» What the exercise asks
Copy all records exactly, excluding images.

» Records from a dataset
◆ ◆ ◆
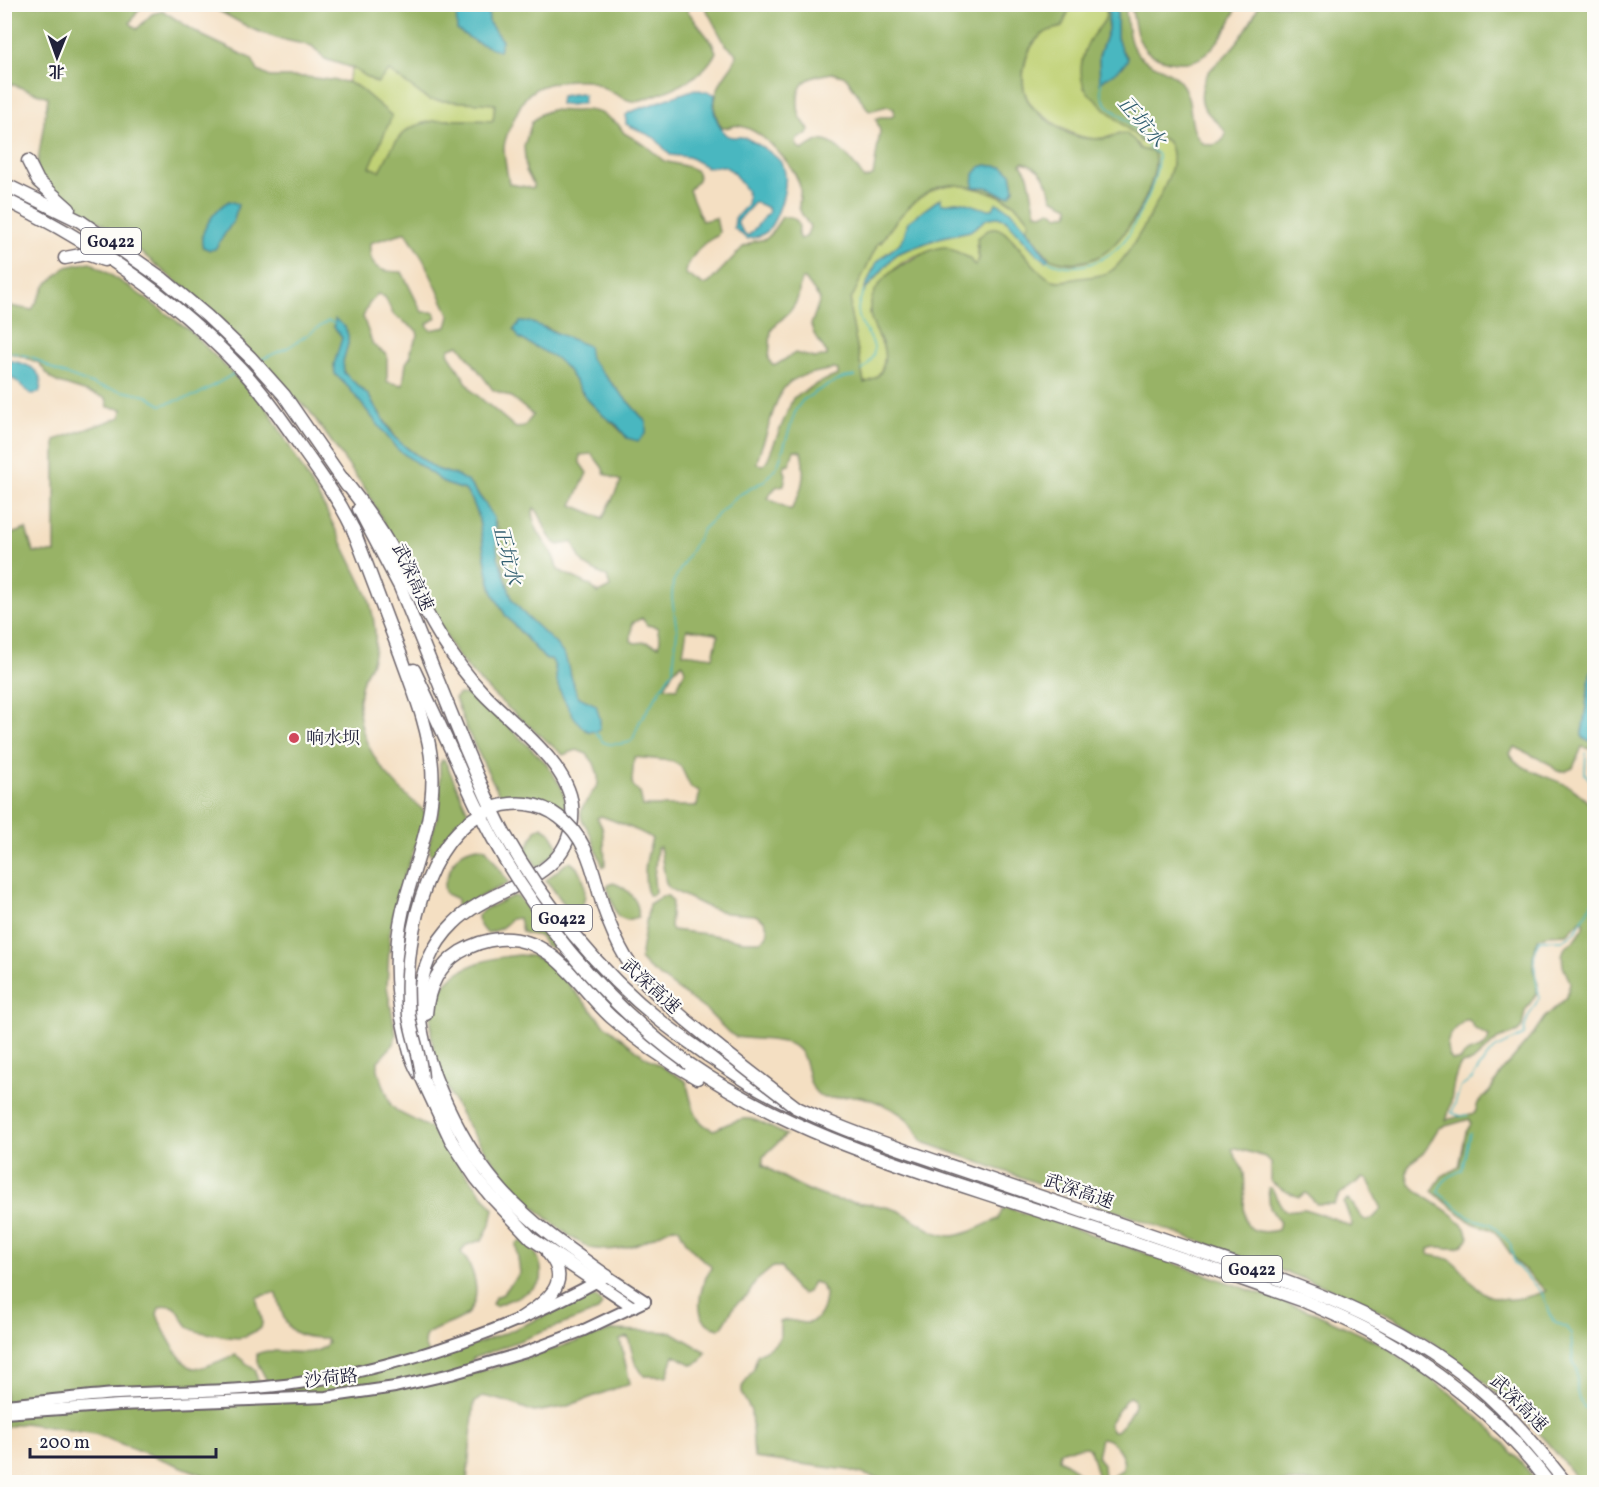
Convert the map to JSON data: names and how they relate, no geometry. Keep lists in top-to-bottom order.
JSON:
{
  "streets": {
    "highway": ["G0422", "武深高速"],
    "main road": ["沙荷路"]
  },
  "water": ["正坑水"],
  "places": ["响水坝"],
  "scale_bar": "200 m",
  "north": "bottom"
}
◆ ◆ ◆
» Solution below
Convert the map to JSON data: names and how they relate, no geometry. Keep lists in top-to-bottom order.
JSON:
{
  "streets": {
    "highway": ["G0422", "武深高速"],
    "main road": ["沙荷路"]
  },
  "water": ["正坑水"],
  "places": ["响水坝"],
  "scale_bar": "200 m",
  "north": "bottom"
}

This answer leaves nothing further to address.